• _EXERCISE DIRECTIONS_:
Leaving pictures aside, set down each line exactly, from the first line of the data to the line with "context.strokeStyle = color;", both included.

• _LISTED ENTRIES_:
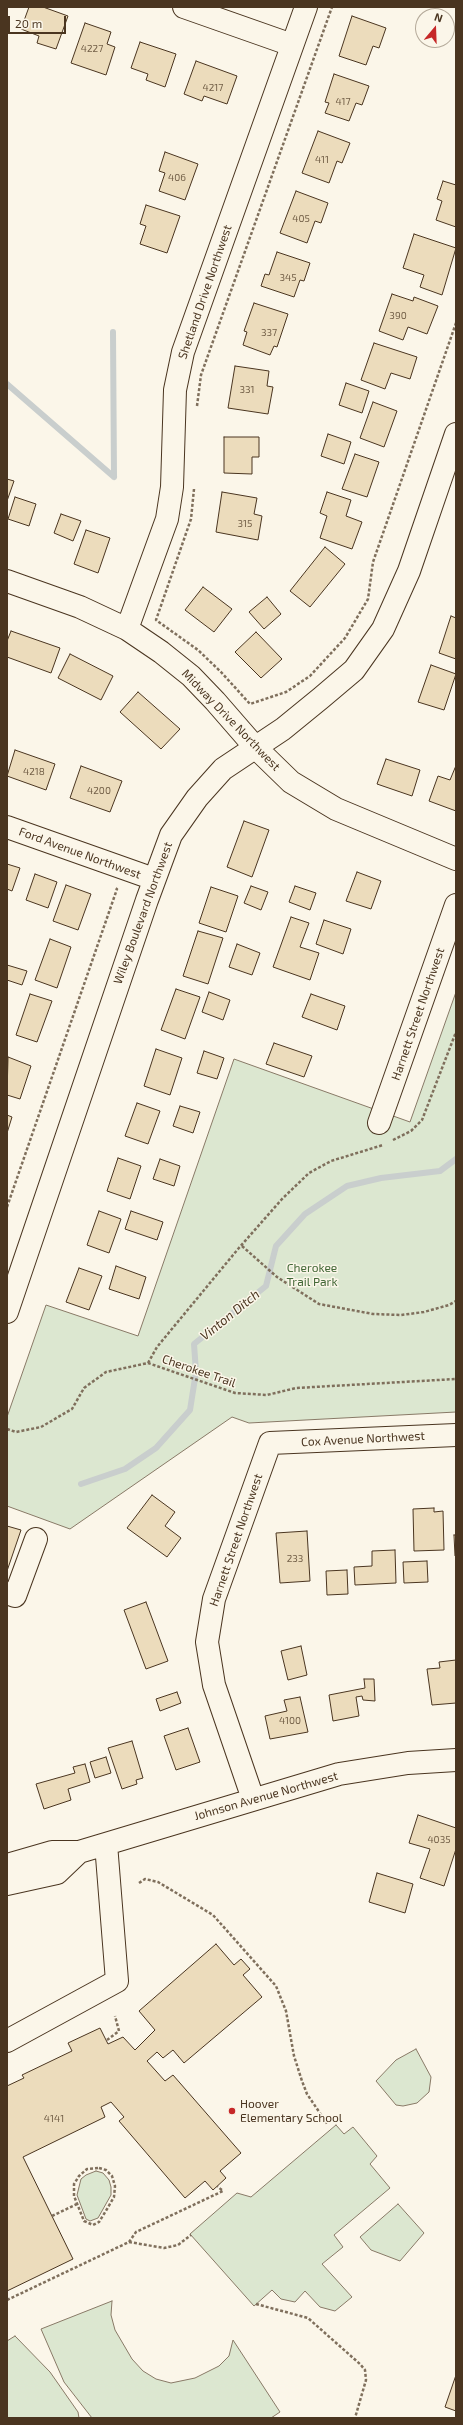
<!DOCTYPE html>
<style>
body{margin:0}
#map{position:relative;width:463px;height:2425px;overflow:hidden;background:#fbf6e9;font-family:"Exo 2",sans-serif}
canvas{display:block}
.frame{position:absolute;inset:0;border:8px solid #4a3520;pointer-events:none}
.north{position:absolute;left:415px;top:8px;width:40px;height:40px;box-sizing:border-box;background:#fbf6e9;border:1px solid #b4a999;border-radius:50%;rotate:19deg;font-size:11px;font-weight:700;line-height:16px;text-align:center;color:#4a3520}
.north::after{content:'';display:block;margin:auto;width:14px;height:18px;background:#c62828;clip-path:polygon(50% 0,100% 100%,50% 72%,0 100%)}
.scale{position:absolute;left:8px;top:16px;width:58px;height:18px;box-sizing:border-box;border:2px solid #4a3520;border-top:0;padding-left:5px;font-size:12px;line-height:14px;white-space:nowrap;color:#4a3520;-webkit-text-stroke:3px #fbf6e9;paint-order:stroke}
</style>
<div id="map">
<canvas width="463" height="2425"></canvas>
<div class="frame"></div>
<div class="north">N</div>
<div class="scale">20 m</div>
</div>
<script>
const context = document.querySelector('canvas').getContext('2d');
context.lineJoin = 'round';
function fillPath(path, color) {
  context.fillStyle = color;
  context.fill(path, 'evenodd');
}
function poly(rows) {
  const path = new Path2D();
  for (const r of rows) {
    path.moveTo(r[0], r[1]);
    for (let i = 2; i < r.length; i += 2) path.lineTo(r[i], r[i + 1]);
  }
  return path;
}
function stroke(path, color, width, dash) {
  context.strokeStyle = color;
  context.lineWidth = width;
  context.lineCap = dash ? 'butt' : 'round';
  context.setLineDash(dash || []);
  context.stroke(path);
}
function drawText(font, color, halo, rows, align = 'center') {
  context.font = font + ' "Exo 2",sans-serif';
  context.lineWidth = 3;
  context.setLineDash([]);
  context.textBaseline = 'middle';
  context.strokeStyle = halo;
  context.fillStyle = color;
  for (const [text, x, y, turn = 0] of rows) {
    context.save();
    context.translate(x, y);
    context.rotate((+turn || 0) * Math.PI / 180);
    context.textAlign = isNaN(turn) ? turn : align;
    if (halo) context.strokeText(text, 0, 0);
    context.fillText(text, 0, 0);
    context.restore();
  }
}
const green = poly([
 [456,992,456,1412,249,1423,232,1417,70,1529,7,1506,7,1417,46,1305,138,1336,234,1059,410,1122,456,992],
 [416,2049,431,2077,429,2092,417,2103,403,2106,396,2105,376,2081,396,2060,416,2049],
 [336,2125,344,2134,353,2127,377,2156,370,2164,390,2188,334,2235,343,2247,322,2264,352,2297,335,2311,320,2307,305,2291,295,2302,281,2299,272,2290,254,2306,190,2234,237,2193,251,2197,336,2125],
 [96,2171,103,2173,109,2180,111,2187,111,2195,98,2218,90,2221,86,2219,77,2195,81,2179,86,2175,96,2171],
 [398,2204,424,2233,400,2261,371,2250,360,2237,398,2204],
 [112,2301,111,2315,115,2330,132,2359,143,2371,156,2379,171,2383,195,2378,219,2366,229,2356,233,2340,280,2412,271,2418,92,2418,64,2382,41,2329,112,2301],
 [15,2336,50,2372,78,2412,79,2418,7,2418,7,2341,15,2336]
]);
fillPath(green, '#dce7d0');
stroke(green, '#887966', 1);
stroke(poly([
 [113,332,114,477],
 [7,384,114,477],
 [81,1484,125,1469,156,1448,190,1410,196,1372,194,1344,266,1286,276,1246,305,1214,347,1186,381,1178,440,1171,456,1159]
]), '#c9cecd', 6);
const building = poly([
 [29,7,43,7,68,16,56,49,37,43,39,36,21,29,29,7],
 [352,16,386,28,379,48,373,46,366,65,339,56,352,16],
 [85,23,111,32,107,44,115,47,106,75,71,63,85,23],
 [140,42,176,54,165,87,146,80,148,74,131,68,140,42],
 [196,61,237,76,227,104,204,96,202,101,184,94,196,61],
 [334,74,369,86,362,105,356,103,349,121,325,113,329,103,325,102,334,74],
 [318,131,350,143,342,163,337,161,329,183,302,173,318,131],
 [165,152,198,164,185,200,159,191,165,173,159,171,165,152],
 [443,181,456,185,456,227,436,220,442,201,437,199,443,181],
 [296,191,328,203,321,223,315,221,307,243,280,233,296,191],
 [146,205,180,216,167,253,140,244,146,226,140,224,146,205],
 [414,234,456,248,442,295,420,287,424,275,403,268,414,234],
 [277,252,310,263,304,281,300,280,294,297,261,286,265,274,269,275,277,252],
 [392,294,413,301,414,297,438,306,427,334,408,327,403,340,379,331,392,294],
 [254,303,288,314,277,347,274,346,270,355,243,345,247,332,244,331,254,303],
 [374,343,417,357,410,379,391,373,385,389,361,380,374,343],
 [235,366,269,371,267,386,273,387,268,414,228,408,235,366],
 [346,383,369,391,362,413,339,405,346,383],
 [373,402,397,411,384,447,360,438,373,402],
 [328,434,351,442,344,464,321,456,328,434],
 [224,437,259,437,259,457,252,457,252,474,224,473,224,437],
 [355,454,379,462,367,497,342,489,355,454],
 [7,479,14,481,7,501,7,479],
 [222,492,257,498,254,514,262,516,258,540,216,532,222,492],
 [327,492,351,500,346,516,362,522,352,549,320,538,327,516,320,513,327,492],
 [15,497,36,504,29,526,8,519,15,497],
 [61,514,81,521,73,541,54,533,61,514],
 [86,530,110,538,98,573,74,564,86,530],
 [325,547,345,564,310,607,290,591,325,547],
 [203,587,232,609,214,632,185,610,203,587],
 [267,597,281,614,264,629,249,612,267,597],
 [451,616,456,618,456,659,439,653,451,616],
 [11,631,60,648,51,673,7,657,7,641,11,631],
 [256,632,282,659,261,678,235,652,256,632],
 [70,654,113,676,101,700,58,678,70,654],
 [431,665,456,674,444,710,418,702,431,665],
 [138,692,180,729,161,749,120,712,138,692],
 [15,750,55,764,46,790,7,776,15,750],
 [386,759,420,770,412,796,377,784,386,759],
 [81,766,122,781,110,812,70,798,81,766],
 [455,768,456,768,456,811,429,801,438,776,450,780,455,768],
 [244,821,269,830,252,877,227,867,244,821],
 [7,864,20,868,12,891,7,889,7,864],
 [357,872,381,881,371,909,346,901,357,872],
 [35,874,57,882,48,908,26,900,35,874],
 [66,885,91,894,78,930,53,921,66,885],
 [251,886,268,892,261,910,244,903,251,886],
 [295,886,316,893,310,910,289,902,295,886],
 [211,887,238,896,226,932,199,923,211,887],
 [291,917,309,923,300,947,319,953,310,980,273,967,291,917],
 [324,920,351,929,343,954,316,944,324,920],
 [198,931,223,938,208,984,183,976,198,931],
 [50,939,71,947,57,988,35,980,50,939],
 [237,944,260,953,252,975,229,967,237,944],
 [7,965,27,971,22,985,7,980,7,965],
 [176,989,200,997,185,1039,161,1030,176,989],
 [209,992,230,1000,223,1020,202,1012,209,992],
 [30,994,52,1001,37,1042,16,1035,30,994],
 [311,994,345,1006,337,1030,302,1017,311,994],
 [274,1043,312,1056,304,1077,266,1064,274,1043],
 [156,1049,182,1058,170,1095,144,1086,156,1049],
 [204,1051,224,1058,217,1079,197,1073,204,1051],
 [8,1057,31,1066,20,1099,7,1095,8,1057],
 [137,1103,160,1111,148,1144,125,1136,137,1103],
 [180,1106,200,1112,193,1133,173,1126,180,1106],
 [7,1115,12,1117,7,1133,7,1115],
 [118,1158,141,1166,130,1199,107,1191,118,1158],
 [160,1159,180,1166,174,1186,153,1179,160,1159],
 [99,1211,121,1219,109,1253,87,1245,99,1211],
 [131,1211,163,1222,157,1240,125,1229,131,1211],
 [116,1266,146,1277,139,1299,109,1289,116,1266],
 [79,1268,102,1276,89,1310,66,1302,79,1268],
 [152,1495,175,1512,165,1526,181,1538,167,1557,127,1528,152,1495],
 [434,1508,434,1512,443,1511,444,1550,414,1551,413,1509,434,1508],
 [7,1526,21,1530,7,1571,7,1526],
 [307,1531,310,1581,280,1583,276,1533,307,1531],
 [454,1535,456,1535,456,1556,455,1556,454,1535],
 [395,1550,396,1583,355,1585,354,1567,372,1566,372,1551,395,1550],
 [427,1561,428,1582,404,1583,403,1562,427,1561],
 [347,1570,348,1594,327,1595,326,1571,347,1570],
 [146,1602,168,1661,146,1669,124,1610,146,1602],
 [301,1646,307,1675,288,1680,281,1651,301,1646],
 [456,1660,456,1703,432,1705,427,1669,440,1668,439,1662,456,1660],
 [364,1679,374,1679,375,1701,363,1700,362,1696,356,1697,359,1716,333,1721,329,1695,365,1688,364,1679],
 [177,1692,181,1703,160,1711,156,1699,177,1692],
 [300,1697,308,1732,270,1739,265,1716,287,1711,284,1700,300,1697],
 [188,1728,200,1762,176,1770,164,1736,188,1728],
 [132,1741,143,1778,136,1780,137,1784,122,1789,108,1748,132,1741],
 [106,1757,111,1773,95,1778,90,1762,106,1757],
 [85,1764,90,1782,68,1789,71,1800,44,1809,36,1784,75,1773,73,1767,85,1764],
 [418,1815,456,1828,456,1849,444,1886,420,1878,430,1849,409,1843,418,1815],
 [377,1873,413,1884,405,1913,369,1902,377,1873],
 [216,1944,234,1965,241,1959,250,1969,243,1975,262,1997,184,2063,173,2050,163,2058,157,2052,147,2061,165,2081,173,2075,241,2153,220,2171,226,2178,213,2190,205,2181,185,2198,119,2121,124,2117,111,2102,101,2107,105,2117,23,2157,73,2259,7,2291,7,2086,24,2078,22,2075,72,2051,68,2043,100,2028,108,2044,123,2037,135,2050,155,2030,139,2011,216,1944],
 [456,2375,456,2411,445,2407,456,2375]
]);
fillPath(building, '#ecdcbc');
stroke(building, '#4a3520', 1);
const minor = poly([
 [184,7,292,45],
 [7,581,80,607,127,629,161,652,191,676,215,701,255,747,291,782,336,809,456,859],
 [127,629,167,519,172,487,175,390,183,352,306,7],
 [7,827,154,879],
 [379,1123,456,905],
 [7,1312,147,900,171,835,197,798,223,769,283,729,321,698,354,670,383,629,409,571,456,434],
 [7,1593,15,1596,36,1539],
 [253,1799,214,1685,207,1642,214,1599,270,1443,456,1435],
 [7,1865,52,1852,79,1852,339,1774,408,1763,456,1760],
 [7,1884,57,1873,79,1852],
 [7,2041,117,1981,106,1844]
]);
stroke(minor, '#4a3520', 24);
stroke(poly([
 [197,406,201,375,332,7],
 [194,489,191,519,156,620,198,650,221,672,250,704,286,692,310,676,345,638,368,599,373,562,456,323],
 [393,1140,411,1131,422,1120,456,1032],
 [7,1207,117,889,115,888],
 [242,1246,277,1277,319,1304,373,1314,401,1315,424,1312,449,1305,456,1301],
 [148,1363,157,1347,238,1249,282,1199,309,1173,331,1161,383,1145],
 [7,1429,16,1432,41,1427,72,1409,84,1388,106,1372,148,1363,235,1393,267,1395,296,1388,456,1379],
 [139,1883,145,1879,158,1882,213,1915,276,1986,286,2011,294,2056,302,2081,307,2094,328,2125],
 [107,2040,119,2031,115,2016],
 [99,2168,106,2170,112,2176,115,2186,114,2197,107,2209,99,2222,93,2225,84,2221,74,2196,74,2184,79,2176,87,2169,99,2168],
 [52,2216,77,2204],
 [129,2242,164,2248,178,2245,191,2235],
 [7,2300,129,2242,136,2232,223,2191,217,2186],
 [256,2304,308,2318,360,2364,365,2370,366,2380,355,2418]
]), '#7f6f5c', 2.5, [3, 2]);
stroke(minor, '#fbf6e9', 22);
for (const [x, y, r, color] of [
 [232,2111,4,"#c62828"]
]) {
  const dot = new Path2D();
  dot.arc(x, y, r, 0, 2 * Math.PI);
  context.fillStyle = color;
  context.fill(dot);
  stroke(dot, '#fbf6e9', 1.5);
}
drawText('10px', '#725f47', null, [
 ["4227",92,49],
 ["4217",213,88],
 ["417",343,102],
 ["411",322,160],
 ["406",177,178],
 ["405",301,219],
 ["345",288,278],
 ["390",398,316],
 ["337",269,333],
 ["331",247,390],
 ["315",245,524],
 ["4218",34,772],
 ["4200",99,791],
 ["233",295,1559],
 ["4100",290,1721],
 ["4035",439,1840],
 ["4141",54,2119]
]);
drawText('12px', '#4a3520', '#fbf6e9', [
 ["Shetland Drive Northwest",205,292,-71],
 ["Midway Drive Northwest",231,720,46],
 ["Ford Avenue Northwest",80,853,20],
 ["Wiley Boulevard Northwest",143,913,-70],
 ["Harnett Street Northwest",418,1014,-71],
 ["Cherokee Trail",199,1371,19],
 ["Cox Avenue Northwest",363,1439,-3],
 ["Harnett Street Northwest",236,1540,-71],
 ["Johnson Avenue Northwest",266,1796,-16]
]);
drawText('12px', '#436837', '#fbf6e9', [
 ["Cherokee",312,1268],
 ["Trail Park",312,1282]
]);
drawText('12px', '#4a3520', '#fbf6e9', [
 ["Hoover",240,2104],
 ["Elementary School",240,2118]
], 'left');
drawText('italic 13px', '#4a3520', '#fbf6e9', [
 ["Vinton Ditch",230,1315,-39]
]);
</script>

• _WRITTEN SOLUTION_:
<!DOCTYPE html>
<style>
body{margin:0}
#map{position:relative;width:463px;height:2425px;overflow:hidden;background:#fbf6e9;font-family:"Exo 2",sans-serif}
canvas{display:block}
.frame{position:absolute;inset:0;border:8px solid #4a3520;pointer-events:none}
.north{position:absolute;left:415px;top:8px;width:40px;height:40px;box-sizing:border-box;background:#fbf6e9;border:1px solid #b4a999;border-radius:50%;rotate:19deg;font-size:11px;font-weight:700;line-height:16px;text-align:center;color:#4a3520}
.north::after{content:'';display:block;margin:auto;width:14px;height:18px;background:#c62828;clip-path:polygon(50% 0,100% 100%,50% 72%,0 100%)}
.scale{position:absolute;left:8px;top:16px;width:58px;height:18px;box-sizing:border-box;border:2px solid #4a3520;border-top:0;padding-left:5px;font-size:12px;line-height:14px;white-space:nowrap;color:#4a3520;-webkit-text-stroke:3px #fbf6e9;paint-order:stroke}
</style>
<div id="map">
<canvas width="463" height="2425"></canvas>
<div class="frame"></div>
<div class="north">N</div>
<div class="scale">20 m</div>
</div>
<script>
const context = document.querySelector('canvas').getContext('2d');
context.lineJoin = 'round';
function fillPath(path, color) {
  context.fillStyle = color;
  context.fill(path, 'evenodd');
}
function poly(rows) {
  const path = new Path2D();
  for (const r of rows) {
    path.moveTo(r[0], r[1]);
    for (let i = 2; i < r.length; i += 2) path.lineTo(r[i], r[i + 1]);
  }
  return path;
}
function stroke(path, color, width, dash) {
  context.strokeStyle = color;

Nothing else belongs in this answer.